Report Shows Trend Towards Aging Commercial Trucking Driver

A nationwide shortage in commercial truck drivers has caused many trucking companies to seek out retirees to drive. Reports find that truck drivers are working well past the standard retirement age of 65 because of this. Drivers older than 65 currently make up about 10 percent of all commercial drivers in the US.

CBS News did a 5-month investigation on the potential problems this may cause for road safety. Their analysis of crash records showed a 19 percent increase in commercial bus and truck wrecks where the drivers were in their 70s, 80s, and 90s from 2013-2015.

Everybody realizes that reflexes and stamina decrease with age. But many state and federal regulators have struggled with laws governing age discrimination. In the 90s an initiative was pushed to start regular skills tests for older drivers, but a labor shortage at the time complicated these efforts. Officials at the Federal Motor Carrier Safety Administration (FMCSA), which regulates the trucking industry, are currently studying the increase in elderly drivers. According to deputy administrator Daphne Jefferson, they are “not quite at the point yet” to make a firm decision on age-based rules for drivers.

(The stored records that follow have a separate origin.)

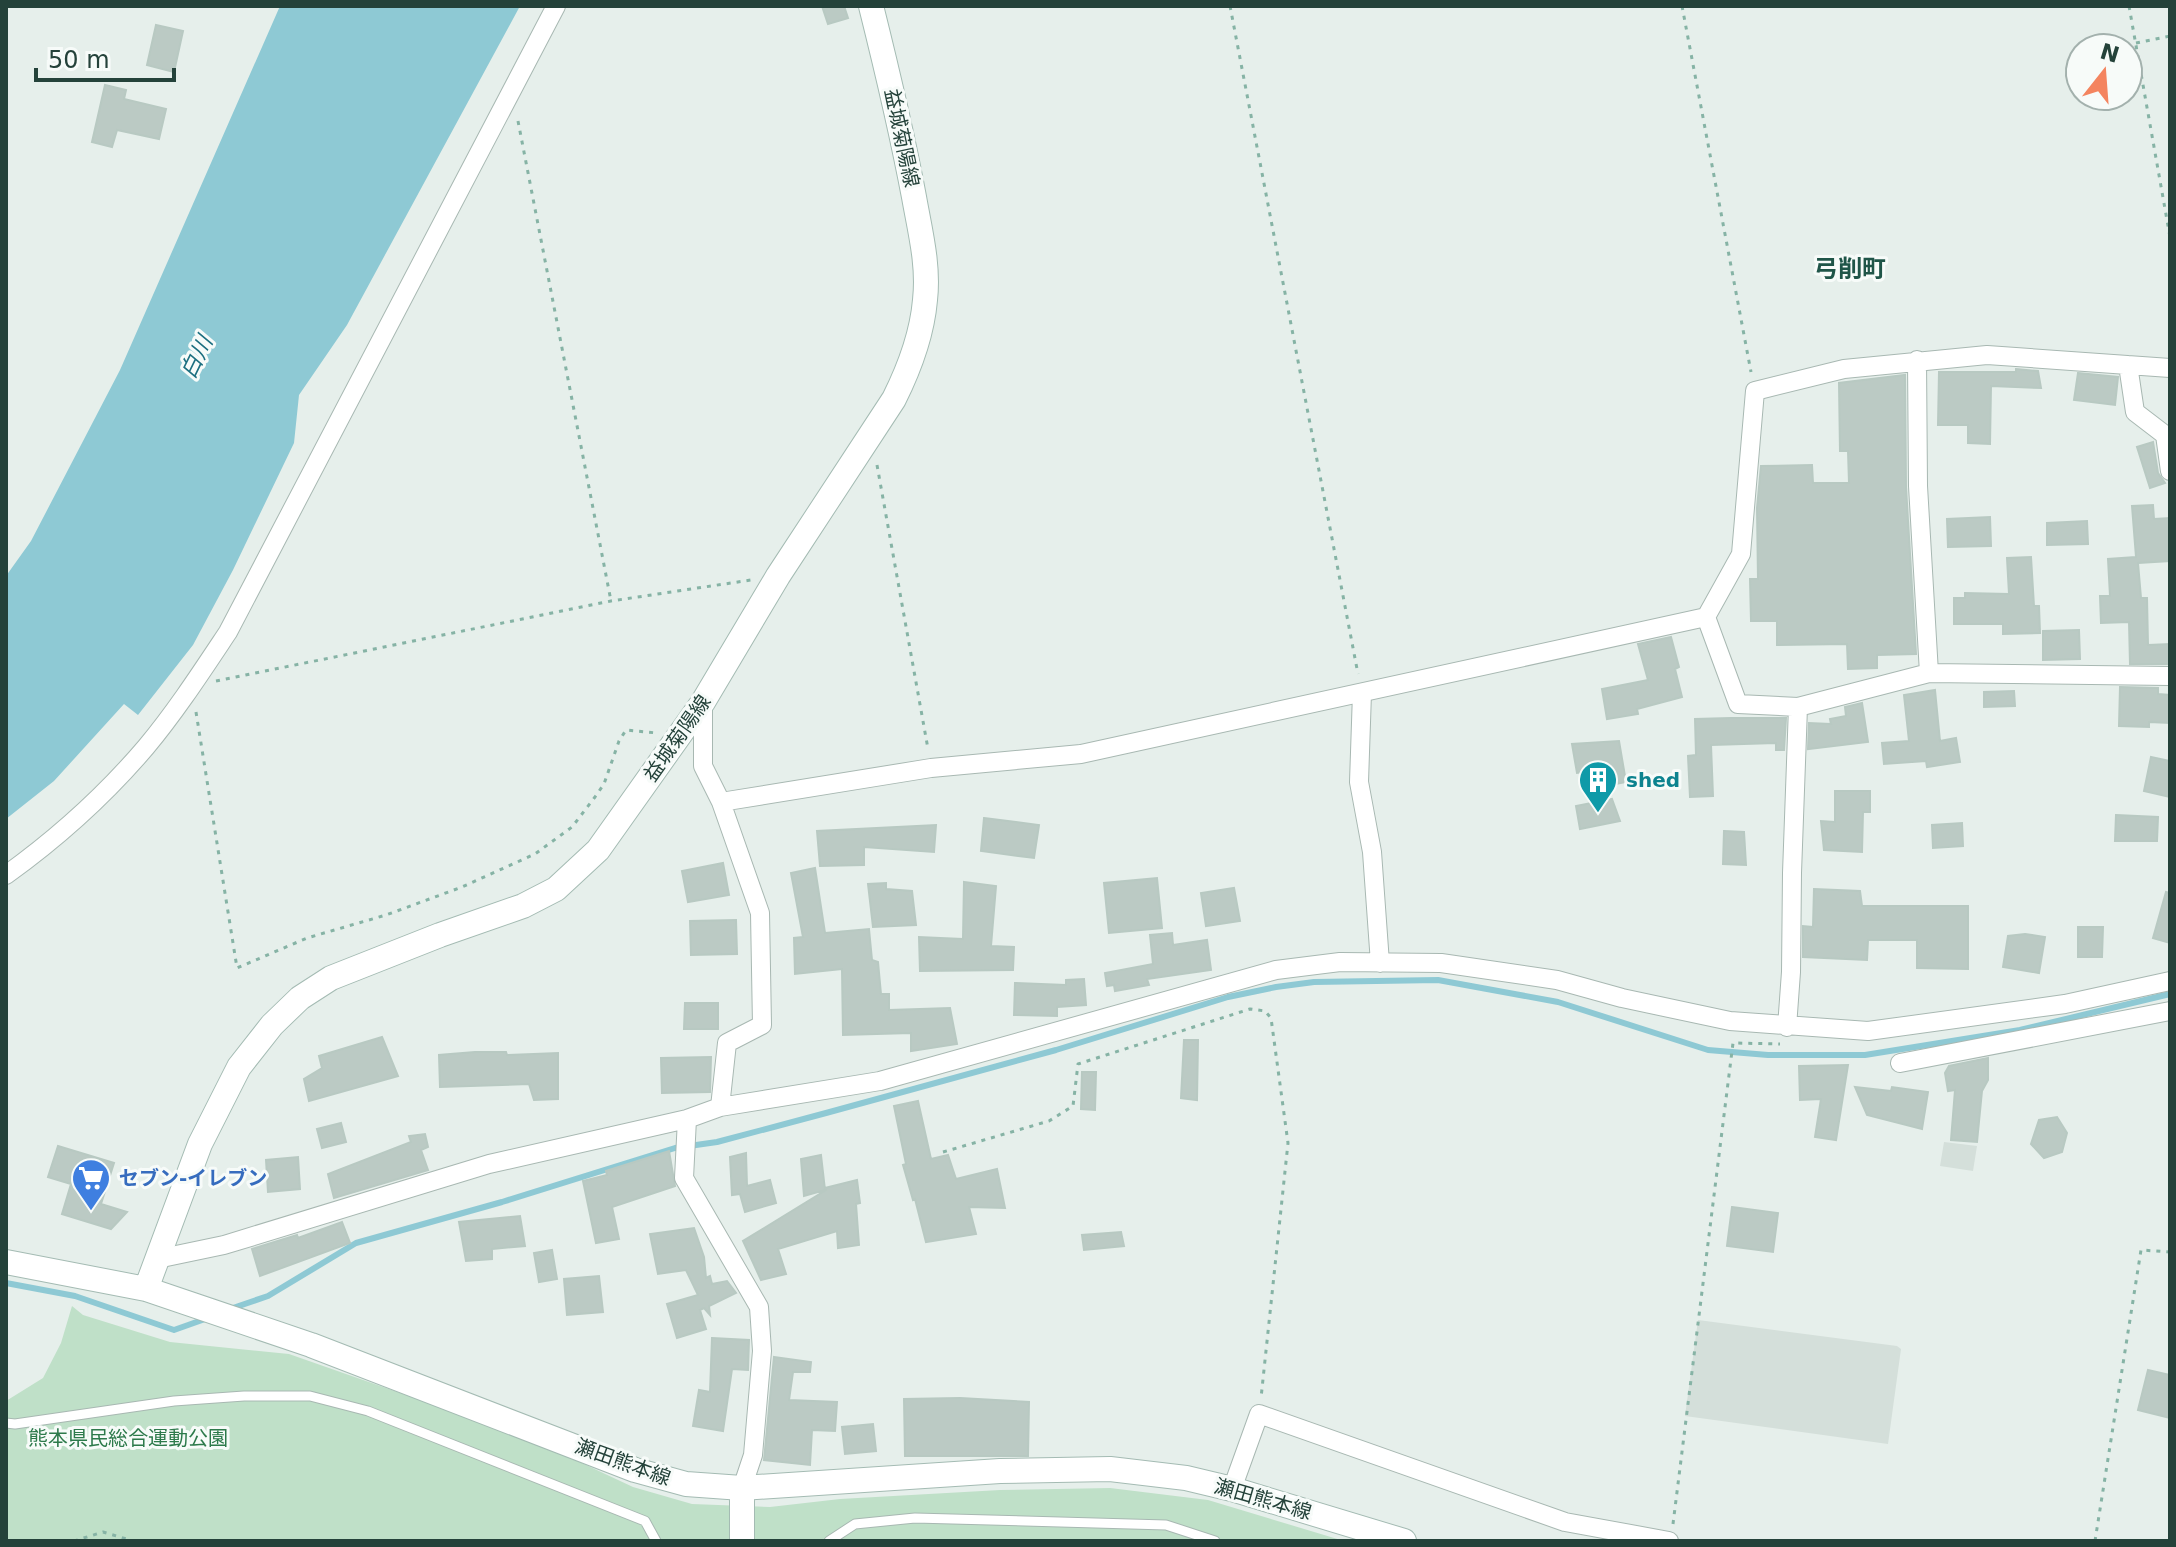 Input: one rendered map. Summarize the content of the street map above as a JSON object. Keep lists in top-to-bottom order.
{
  "streets": {
    "main road": ["益城菊陽線", "瀬田熊本線"]
  },
  "crossings": [
    ["益城菊陽線", "瀬田熊本線"]
  ],
  "districts": ["弓削町"],
  "water": ["白川"],
  "parks": ["熊本県民総合運動公園"],
  "places": {
    "building": ["shed"],
    "supermarket": ["セブン-イレブン"]
  },
  "scale_bar": "50 m",
  "north": "top"
} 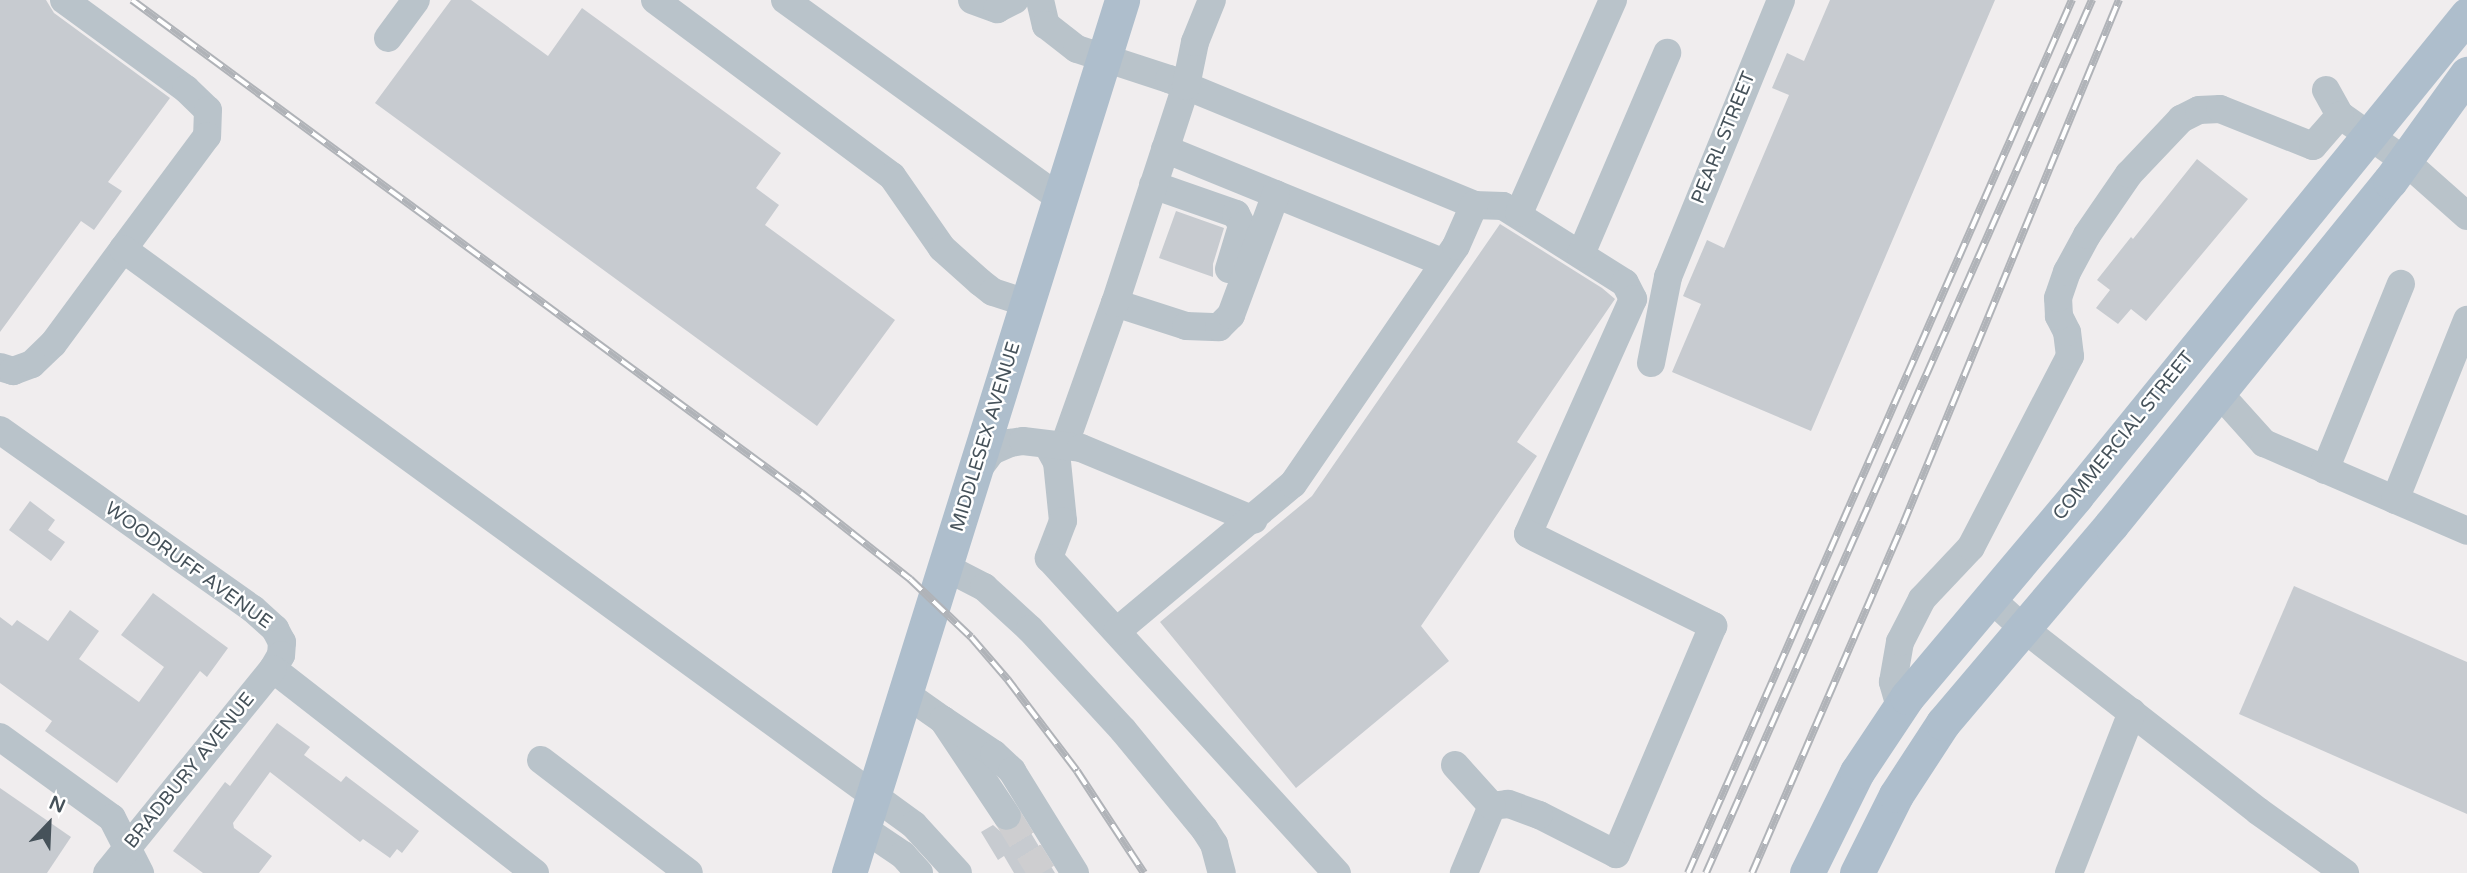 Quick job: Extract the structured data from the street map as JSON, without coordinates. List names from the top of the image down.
{
  "streets": {
    "main road": ["COMMERCIAL STREET", "MIDDLESEX AVENUE"],
    "street": ["PEARL STREET", "WOODRUFF AVENUE", "BRADBURY AVENUE"]
  },
  "crossings": [
    ["WOODRUFF AVENUE", "BRADBURY AVENUE"]
  ],
  "north": "top right"
} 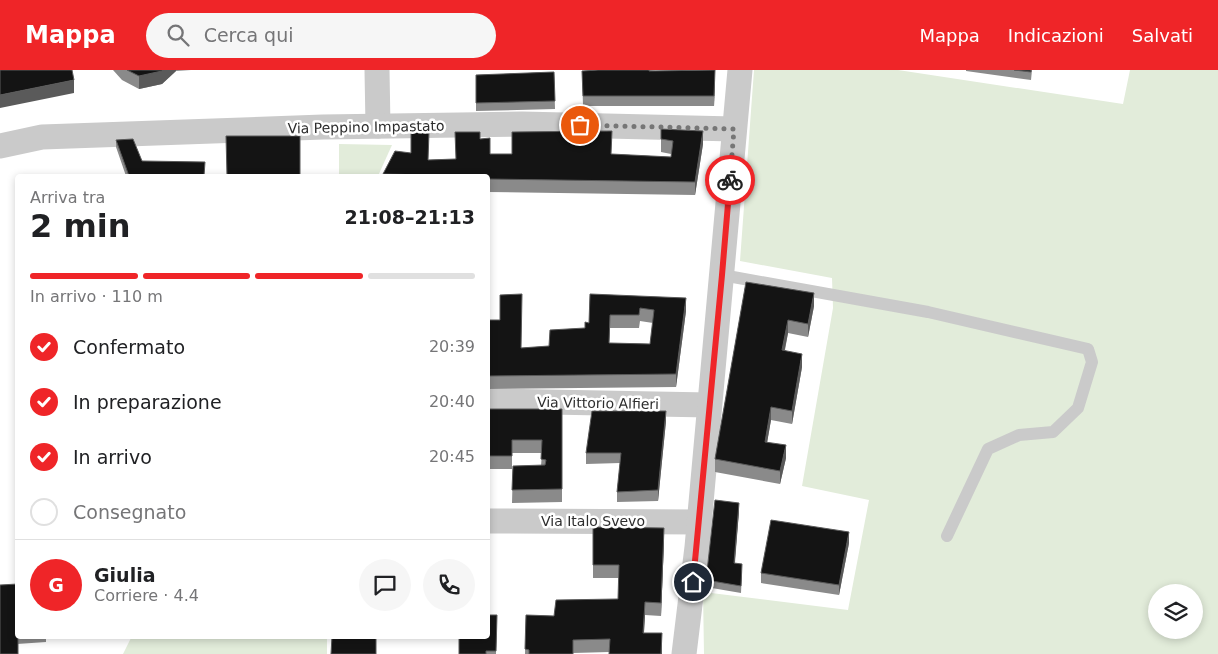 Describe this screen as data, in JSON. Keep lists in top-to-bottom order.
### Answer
{
  "streets": {
    "street": ["Via Peppino Impastato", "Via Vittorio Alfieri", "Via Italo Svevo"]
  },
  "page": {
    "header": "Mappa",
    "search": "Cerca qui",
    "nav": ["Mappa", "Indicazioni", "Salvati"],
    "heading": ["2 min", "Arriva tra", "21:08–21:13"],
    "panel": ["Giulia", "Corriere · 4.4"],
    "bar": "In arrivo · 110 m",
    "list": [
      ["Confermato", "20:39"],
      ["In preparazione", "20:40"],
      ["In arrivo", "20:45"],
      "Consegnato"
    ],
    "round": "G"
  }
} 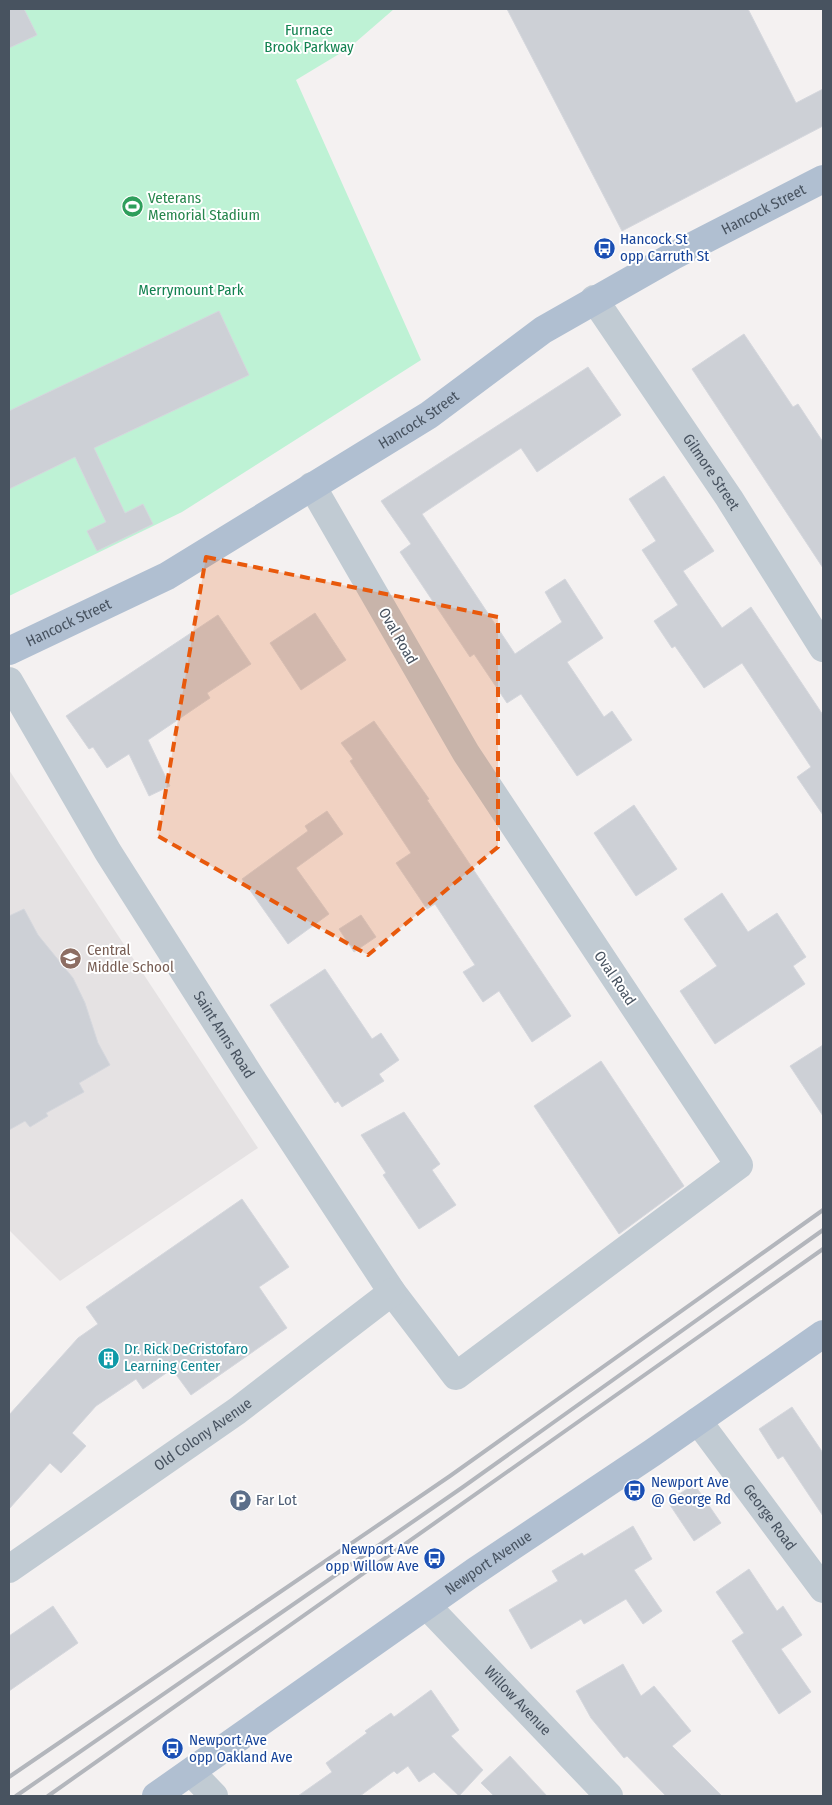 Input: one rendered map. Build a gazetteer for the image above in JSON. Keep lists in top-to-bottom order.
{
  "streets": {
    "main road": ["Hancock Street", "Newport Avenue"],
    "street": [
      "Gilmore Street",
      "Oval Road",
      "Saint Anns Road",
      "Old Colony Avenue",
      "George Road",
      "Willow Avenue"
    ]
  },
  "crossings": [
    ["Hancock Street", "Gilmore Street"],
    ["Hancock Street", "Oval Road"],
    ["Oval Road", "Saint Anns Road"],
    ["Saint Anns Road", "Old Colony Avenue"],
    ["George Road", "Newport Avenue"],
    ["Newport Avenue", "Willow Avenue"]
  ],
  "parks": ["Furnace Brook Parkway", "Merrymount Park"],
  "places": {
    "sports": ["Veterans Memorial Stadium"],
    "bus stop": [
      "Hancock St opp Carruth St",
      "Newport Ave @ George Rd",
      "Newport Ave opp Willow Ave",
      "Newport Ave opp Oakland Ave"
    ],
    "school or university": ["Central Middle School"],
    "building": ["Dr. Rick DeCristofaro Learning Center"],
    "parking": ["Far Lot"]
  }
}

For a similar situation, one need only look to the aviation industry, which institutes a mandatory retirement age of 65 for all pilots, despite a current shortage of pilots. When reached for comment, an independent truck driver association stated that although there were more drivers over age 70, “the greater majority of truck-related crashes are not caused by truckers, but are instead caused by other drivers.”